Die Kuh und ich haben es nicht besonders eilig. Wir laufen, schauen, hören, tropfen. Immer weniger Lichter, weniger Menschen. Die Flanierzeile geht allmählich ins Hinterland über. Vorbei an den Info-Zelten der Bundeswehr, und da ist auch schon das große HR-Festzelt, aus dem Scooter dröhnt und auf dem oberen Teil der riesigen Leinwand, die über den Zaun ragt, sehe ich ihn hüpfen.

Wieder bei den Drei Hasen. Juhu. Es zahlt sich aus, dass ich heute Nachmittag – ganz gegen meine „ich-find-das-schon“-Gewohnheit - einen der Scooter-Security-Gards nach einem Orientierungspunkt gefragt hatte. Ich finde mein Auto. Tatsächlich und ohne groß zu suchen. Pitschpatschnass, glücklich verstaue ich die Kuh im Kofferraum und schäle mich im Auto erst einmal aus meinen Klamotten. Ein triefend nasses Bündel. Wickele mich in ein Sweatshirt, das zum Glück im Auto lag, und mache mich auf den Heimweg.

Es war ein wunderschöner Tag.

Freitag, 17. Juni 2011

So ist das wohl

Es ist jetzt fast zwei Wochen her. Ein Tag voller Glück und Liebe, voller Pläne, ein warmer Frühsommerabend. Abenddämmerung. Wir sitzen draußen, trinken und schwätzen, Katz und Kater begeben sich, wie immer um diese Zeit, auf einen letzten abendlichen Rundgang. Das Kätzchen kommt nach einer Stunde zurück, das Katerle nicht. "Das hat er ja noch nie gemacht." "Wo treibt der sich denn noch rum?" Na ja, Sommer. Abenteuer. Wir rufen, suchen. Werden zunehmend unruhig. Sind besorgt. Gehen schlafen. Stehen wieder auf. Porius. Porius. Der Morgen graut. Schließlich doch ins Bett. Er wird noch kommen. Sicher. Er kam nicht.

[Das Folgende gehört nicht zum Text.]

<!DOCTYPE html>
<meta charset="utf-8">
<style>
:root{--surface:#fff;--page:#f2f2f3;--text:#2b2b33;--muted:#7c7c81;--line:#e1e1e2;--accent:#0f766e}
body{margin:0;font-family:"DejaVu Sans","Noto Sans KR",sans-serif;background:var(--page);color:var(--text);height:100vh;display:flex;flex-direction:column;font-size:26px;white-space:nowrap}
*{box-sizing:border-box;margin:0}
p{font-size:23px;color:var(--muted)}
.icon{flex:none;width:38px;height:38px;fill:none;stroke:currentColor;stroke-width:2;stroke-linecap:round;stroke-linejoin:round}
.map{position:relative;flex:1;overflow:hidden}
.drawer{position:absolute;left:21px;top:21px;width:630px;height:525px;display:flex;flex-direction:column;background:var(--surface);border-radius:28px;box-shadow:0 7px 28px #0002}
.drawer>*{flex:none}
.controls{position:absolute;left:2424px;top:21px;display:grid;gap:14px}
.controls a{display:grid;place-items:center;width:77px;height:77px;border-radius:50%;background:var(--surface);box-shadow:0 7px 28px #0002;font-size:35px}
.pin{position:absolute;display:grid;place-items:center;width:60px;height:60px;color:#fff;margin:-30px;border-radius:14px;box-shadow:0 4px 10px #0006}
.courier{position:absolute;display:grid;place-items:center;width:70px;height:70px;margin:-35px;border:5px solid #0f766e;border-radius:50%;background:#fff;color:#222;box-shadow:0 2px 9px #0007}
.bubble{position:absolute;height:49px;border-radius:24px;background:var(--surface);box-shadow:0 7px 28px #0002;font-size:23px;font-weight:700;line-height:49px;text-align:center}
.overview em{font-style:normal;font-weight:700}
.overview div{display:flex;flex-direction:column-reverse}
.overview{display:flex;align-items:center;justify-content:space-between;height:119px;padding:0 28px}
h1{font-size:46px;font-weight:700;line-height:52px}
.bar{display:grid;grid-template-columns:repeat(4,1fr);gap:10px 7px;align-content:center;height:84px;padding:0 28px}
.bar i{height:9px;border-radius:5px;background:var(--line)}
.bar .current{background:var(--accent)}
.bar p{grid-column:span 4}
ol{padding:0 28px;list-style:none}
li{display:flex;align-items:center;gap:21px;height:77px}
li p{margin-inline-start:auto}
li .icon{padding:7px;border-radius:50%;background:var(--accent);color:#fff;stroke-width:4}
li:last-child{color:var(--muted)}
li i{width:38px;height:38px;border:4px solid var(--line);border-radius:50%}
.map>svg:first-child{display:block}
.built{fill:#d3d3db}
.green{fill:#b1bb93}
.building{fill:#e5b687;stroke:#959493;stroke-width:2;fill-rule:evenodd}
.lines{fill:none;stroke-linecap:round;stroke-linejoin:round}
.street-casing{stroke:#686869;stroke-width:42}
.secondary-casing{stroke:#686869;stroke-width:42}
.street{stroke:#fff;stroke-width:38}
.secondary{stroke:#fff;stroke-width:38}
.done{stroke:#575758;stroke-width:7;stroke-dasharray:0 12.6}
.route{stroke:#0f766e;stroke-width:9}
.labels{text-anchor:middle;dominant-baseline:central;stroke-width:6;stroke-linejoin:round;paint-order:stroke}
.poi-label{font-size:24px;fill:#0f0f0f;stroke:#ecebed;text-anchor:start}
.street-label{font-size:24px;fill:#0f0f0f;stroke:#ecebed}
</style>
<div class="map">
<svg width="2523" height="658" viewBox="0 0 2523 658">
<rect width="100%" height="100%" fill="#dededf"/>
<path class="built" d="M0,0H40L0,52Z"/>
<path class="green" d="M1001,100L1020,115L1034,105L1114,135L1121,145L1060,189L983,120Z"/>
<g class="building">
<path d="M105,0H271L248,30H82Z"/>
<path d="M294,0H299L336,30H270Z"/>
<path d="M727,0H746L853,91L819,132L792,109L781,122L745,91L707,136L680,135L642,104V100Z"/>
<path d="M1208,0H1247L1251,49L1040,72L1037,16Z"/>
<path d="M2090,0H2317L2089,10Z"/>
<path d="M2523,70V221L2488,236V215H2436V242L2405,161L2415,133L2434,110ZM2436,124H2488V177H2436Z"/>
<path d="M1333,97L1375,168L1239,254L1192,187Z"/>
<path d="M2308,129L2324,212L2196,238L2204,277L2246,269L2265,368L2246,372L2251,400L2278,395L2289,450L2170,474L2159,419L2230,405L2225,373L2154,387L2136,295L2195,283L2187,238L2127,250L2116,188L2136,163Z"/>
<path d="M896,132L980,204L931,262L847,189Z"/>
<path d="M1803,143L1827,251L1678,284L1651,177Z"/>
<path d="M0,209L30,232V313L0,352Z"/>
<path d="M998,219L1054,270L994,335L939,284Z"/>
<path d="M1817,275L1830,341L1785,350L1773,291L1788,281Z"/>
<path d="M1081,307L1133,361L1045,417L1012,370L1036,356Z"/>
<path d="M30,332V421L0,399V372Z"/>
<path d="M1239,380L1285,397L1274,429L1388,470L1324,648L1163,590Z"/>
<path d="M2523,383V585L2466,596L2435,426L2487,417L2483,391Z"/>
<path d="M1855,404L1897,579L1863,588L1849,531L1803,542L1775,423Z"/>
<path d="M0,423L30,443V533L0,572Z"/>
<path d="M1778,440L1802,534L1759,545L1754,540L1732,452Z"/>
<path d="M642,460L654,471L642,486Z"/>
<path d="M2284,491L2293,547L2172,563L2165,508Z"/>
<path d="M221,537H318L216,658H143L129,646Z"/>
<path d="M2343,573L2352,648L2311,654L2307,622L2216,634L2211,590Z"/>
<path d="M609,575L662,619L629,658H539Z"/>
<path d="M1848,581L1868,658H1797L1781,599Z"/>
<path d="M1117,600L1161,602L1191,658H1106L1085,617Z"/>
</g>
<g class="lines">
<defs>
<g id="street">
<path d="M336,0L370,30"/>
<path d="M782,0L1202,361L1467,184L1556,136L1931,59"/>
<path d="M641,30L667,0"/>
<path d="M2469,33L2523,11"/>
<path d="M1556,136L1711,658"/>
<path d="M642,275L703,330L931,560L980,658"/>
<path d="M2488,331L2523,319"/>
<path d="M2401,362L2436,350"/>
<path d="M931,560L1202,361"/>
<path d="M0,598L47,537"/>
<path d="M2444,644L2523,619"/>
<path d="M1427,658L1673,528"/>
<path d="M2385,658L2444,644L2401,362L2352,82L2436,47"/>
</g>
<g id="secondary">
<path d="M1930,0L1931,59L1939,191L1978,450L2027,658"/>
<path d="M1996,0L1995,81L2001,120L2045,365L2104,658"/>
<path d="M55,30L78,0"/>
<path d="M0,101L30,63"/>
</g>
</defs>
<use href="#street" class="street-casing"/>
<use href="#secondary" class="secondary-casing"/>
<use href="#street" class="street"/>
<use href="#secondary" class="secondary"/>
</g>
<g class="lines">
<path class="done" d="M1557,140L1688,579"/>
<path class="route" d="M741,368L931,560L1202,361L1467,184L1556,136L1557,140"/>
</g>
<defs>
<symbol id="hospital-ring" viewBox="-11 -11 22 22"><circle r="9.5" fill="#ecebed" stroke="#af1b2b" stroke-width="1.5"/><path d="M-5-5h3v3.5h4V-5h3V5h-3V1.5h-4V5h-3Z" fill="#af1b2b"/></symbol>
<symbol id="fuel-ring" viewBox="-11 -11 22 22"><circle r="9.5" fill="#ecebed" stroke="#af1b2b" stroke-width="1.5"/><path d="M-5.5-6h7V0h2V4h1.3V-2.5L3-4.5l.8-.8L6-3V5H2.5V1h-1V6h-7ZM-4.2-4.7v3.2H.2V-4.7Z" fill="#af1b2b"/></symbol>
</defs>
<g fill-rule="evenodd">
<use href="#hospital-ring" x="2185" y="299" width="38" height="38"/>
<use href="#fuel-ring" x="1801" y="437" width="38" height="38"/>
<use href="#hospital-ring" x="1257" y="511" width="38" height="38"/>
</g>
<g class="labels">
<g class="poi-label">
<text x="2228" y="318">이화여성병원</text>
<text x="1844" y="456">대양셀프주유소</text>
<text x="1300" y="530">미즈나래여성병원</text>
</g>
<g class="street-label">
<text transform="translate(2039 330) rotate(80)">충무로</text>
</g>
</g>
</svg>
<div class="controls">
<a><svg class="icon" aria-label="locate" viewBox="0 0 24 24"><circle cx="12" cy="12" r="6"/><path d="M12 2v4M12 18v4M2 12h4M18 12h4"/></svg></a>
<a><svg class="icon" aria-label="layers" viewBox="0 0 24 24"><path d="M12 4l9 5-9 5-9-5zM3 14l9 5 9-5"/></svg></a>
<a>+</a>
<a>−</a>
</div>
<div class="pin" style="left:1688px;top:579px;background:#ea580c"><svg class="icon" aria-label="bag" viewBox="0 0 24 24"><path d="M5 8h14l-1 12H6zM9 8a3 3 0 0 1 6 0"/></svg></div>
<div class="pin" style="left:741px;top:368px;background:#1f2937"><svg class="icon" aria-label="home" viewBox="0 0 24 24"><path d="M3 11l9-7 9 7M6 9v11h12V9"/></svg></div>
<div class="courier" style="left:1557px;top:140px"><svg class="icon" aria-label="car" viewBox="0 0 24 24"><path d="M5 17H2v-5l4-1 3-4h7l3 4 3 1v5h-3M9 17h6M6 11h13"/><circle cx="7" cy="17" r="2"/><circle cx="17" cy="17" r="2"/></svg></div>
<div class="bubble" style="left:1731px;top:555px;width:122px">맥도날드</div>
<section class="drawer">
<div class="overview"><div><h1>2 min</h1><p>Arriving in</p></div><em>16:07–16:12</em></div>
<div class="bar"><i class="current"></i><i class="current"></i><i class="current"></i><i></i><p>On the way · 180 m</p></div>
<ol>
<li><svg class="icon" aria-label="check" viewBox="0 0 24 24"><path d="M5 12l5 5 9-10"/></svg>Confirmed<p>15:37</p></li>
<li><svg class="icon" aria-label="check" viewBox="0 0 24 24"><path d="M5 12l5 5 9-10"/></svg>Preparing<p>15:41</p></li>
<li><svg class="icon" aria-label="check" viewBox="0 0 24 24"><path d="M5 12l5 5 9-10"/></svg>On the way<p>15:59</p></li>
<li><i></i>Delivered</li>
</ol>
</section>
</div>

Seit diesem Tag erlebe ich die Welt aus einem merkwürdigen Blickwinkel: Laufend und suchend. Hellwach und dabei müde wie ein Stein. Käseglocke. So viel zu tun, zu denken, zu fühlen. Arbeit. Zum Glück. Viel Arbeit. Wenig Schlaf. Wie werde ich mich in ein paar Monaten, Jahren an diese Tage erinnern? „Weißt du noch...?“

Die Eintracht. Eben noch Skibbe. Shootist. Europa. Daum. Eben noch brennende Kurve. Polizeihundertschaften auf dem Platz und der GründelHeinz mit Arm in der Schlinge. Abgestiegen. Und jetzt schon: Saisonvorbereitung. Oder das, was man gemeinhin so nennt. Matthias Lehmann. Thomas Kessler. Bruno Hübner. Armin Veh. Moppes Petz. Wenn diese Namen fallen, zucke ich derzeit noch leicht zusammen, die Synapsen im Hirn brauchen einen Moment bis sie die Information verarbeitet haben. Von was ist die Rede? Ach so, klar. Von der Eintracht.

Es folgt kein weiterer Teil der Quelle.